• **Directions for this task**
Find the lines below that include the word "lists" and state how many there are, adding nothing.

• **Record set**
════════

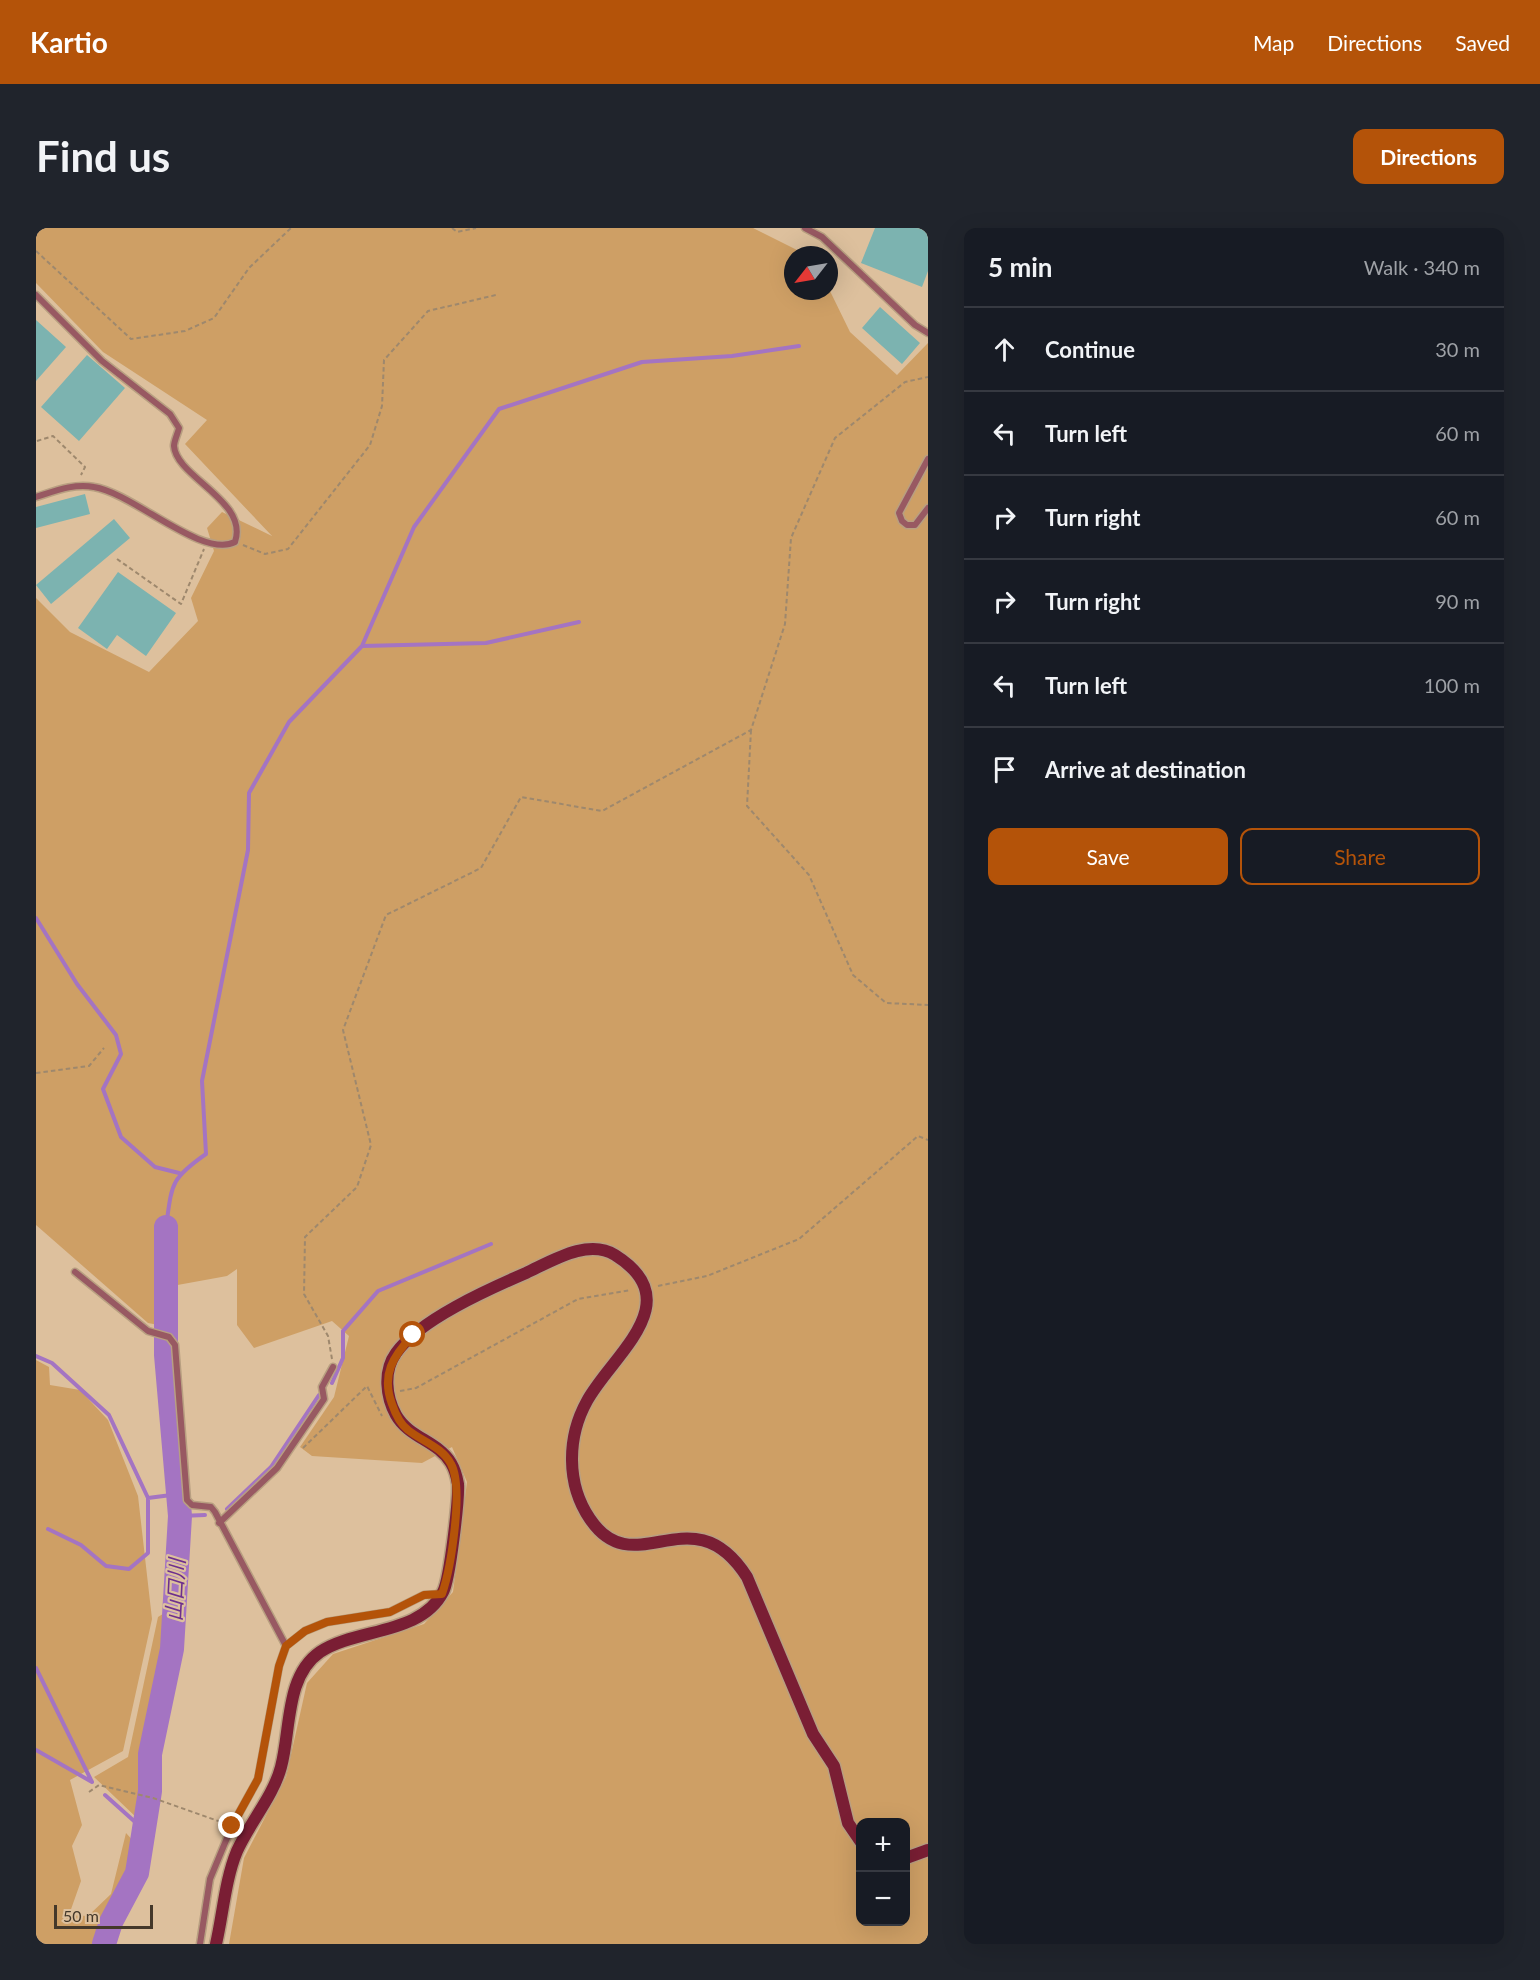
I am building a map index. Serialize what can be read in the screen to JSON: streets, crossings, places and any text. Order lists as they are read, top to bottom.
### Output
{
  "water": ["山口川"],
  "scale_bar": "50 m",
  "north": "bottom left",
  "page": {
    "header": "Kartio",
    "nav": ["Map", "Directions", "Saved"],
    "buttons": [
      "Directions",
      ["Save", "Share"]
    ],
    "title": "Find us",
    "heading": ["5 min", "Walk · 340 m"],
    "list": [
      ["Continue", "30 m"],
      ["Turn left", "60 m"],
      ["Turn right", "60 m"],
      ["Turn right", "90 m"],
      ["Turn left", "100 m"],
      "Arrive at destination"
    ],
    "map_buttons": ["+", "−"],
    "scale": "50 m"
  }
}
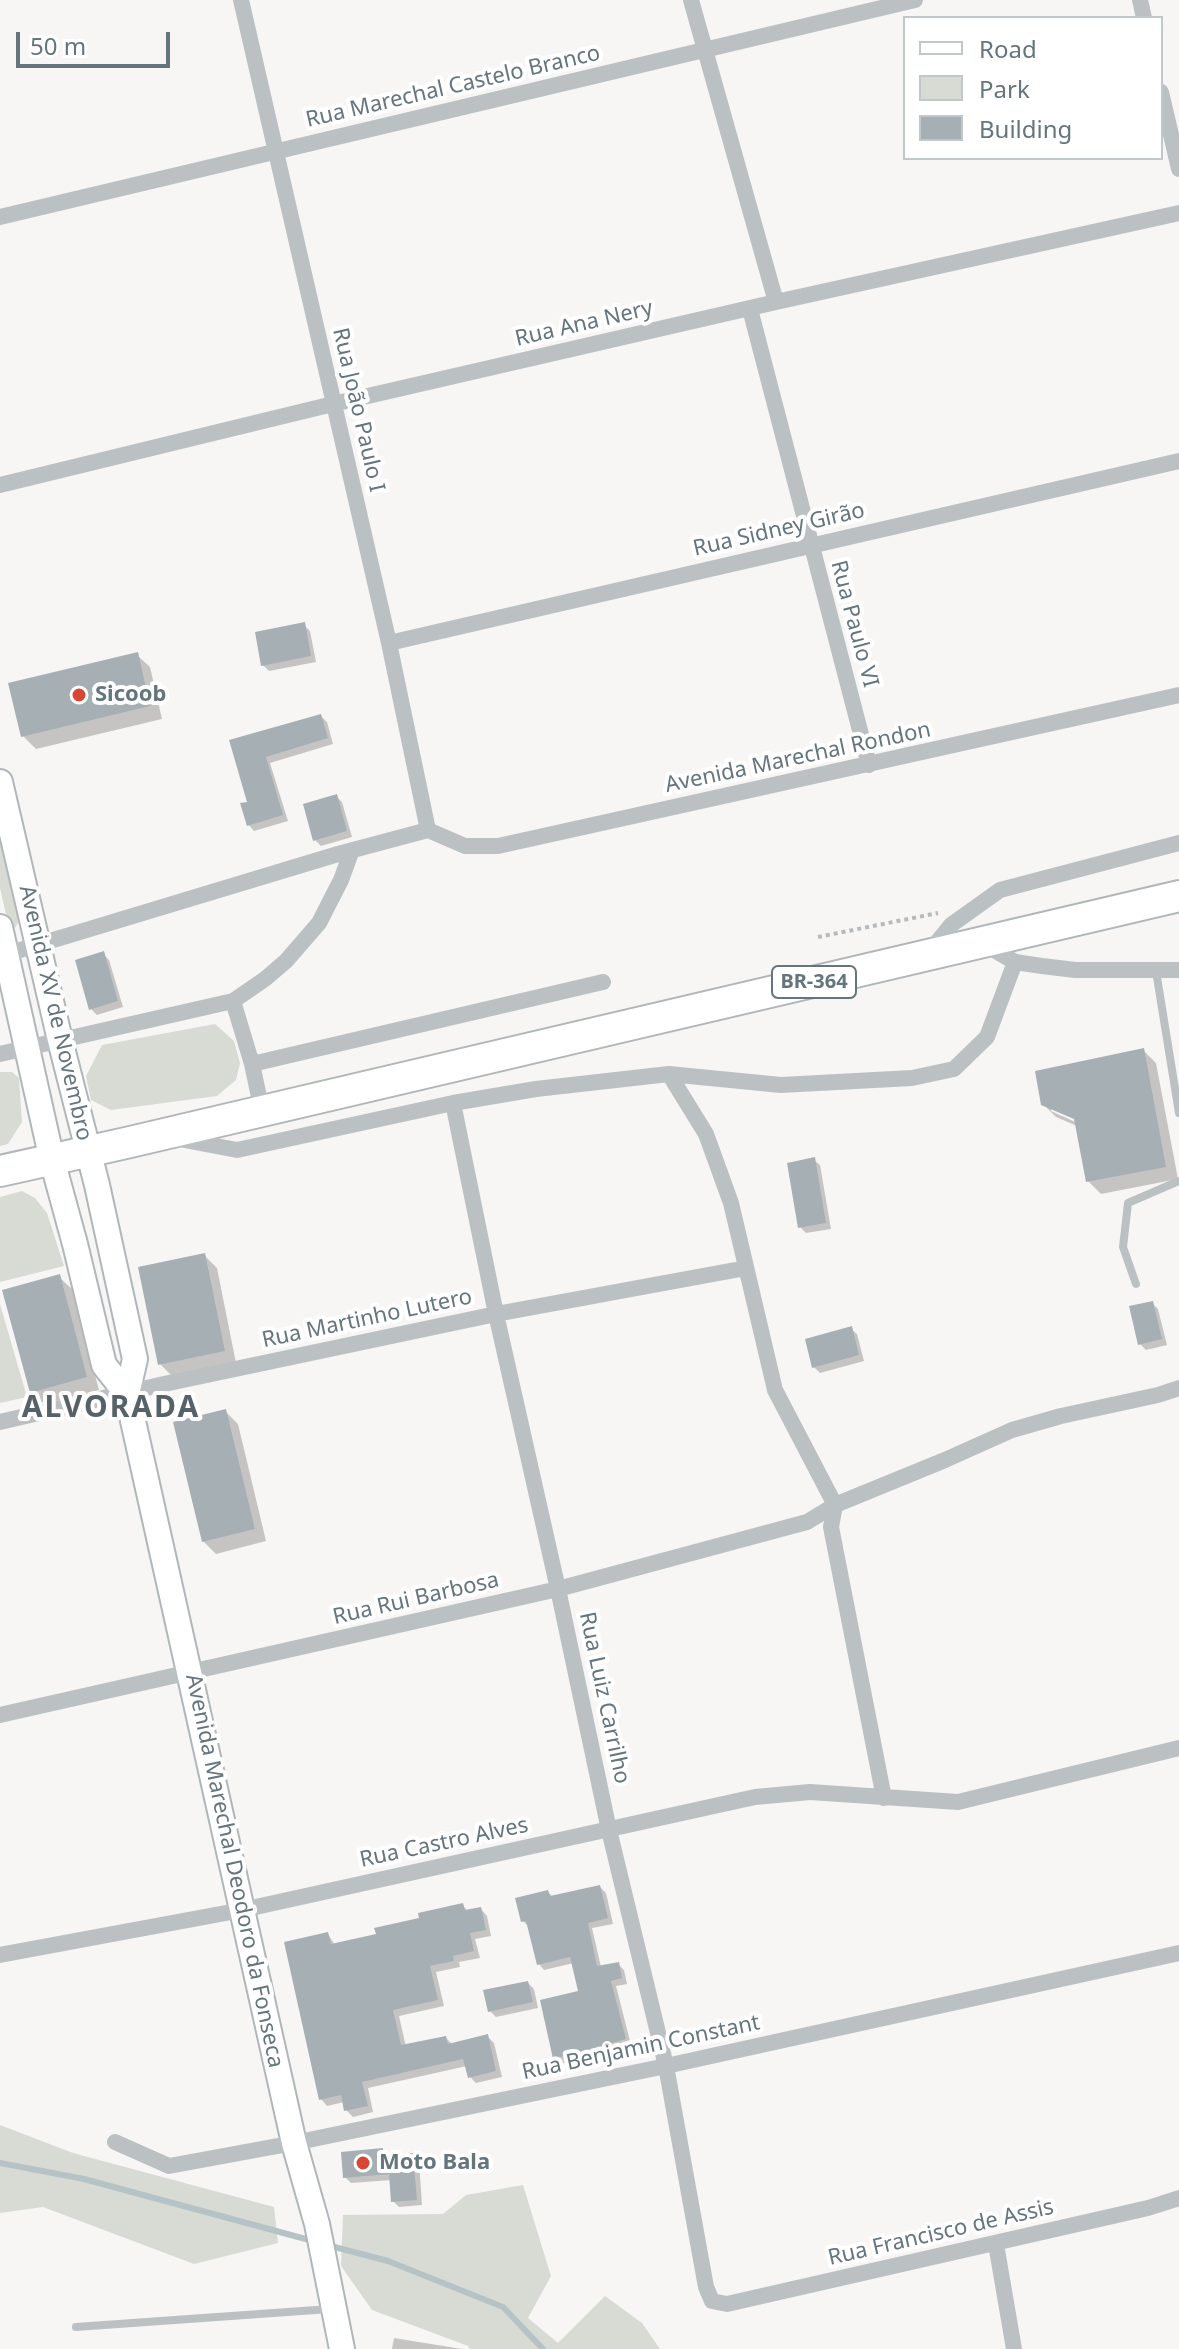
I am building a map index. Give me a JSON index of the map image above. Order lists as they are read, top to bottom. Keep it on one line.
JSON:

════════

• **Task response**
2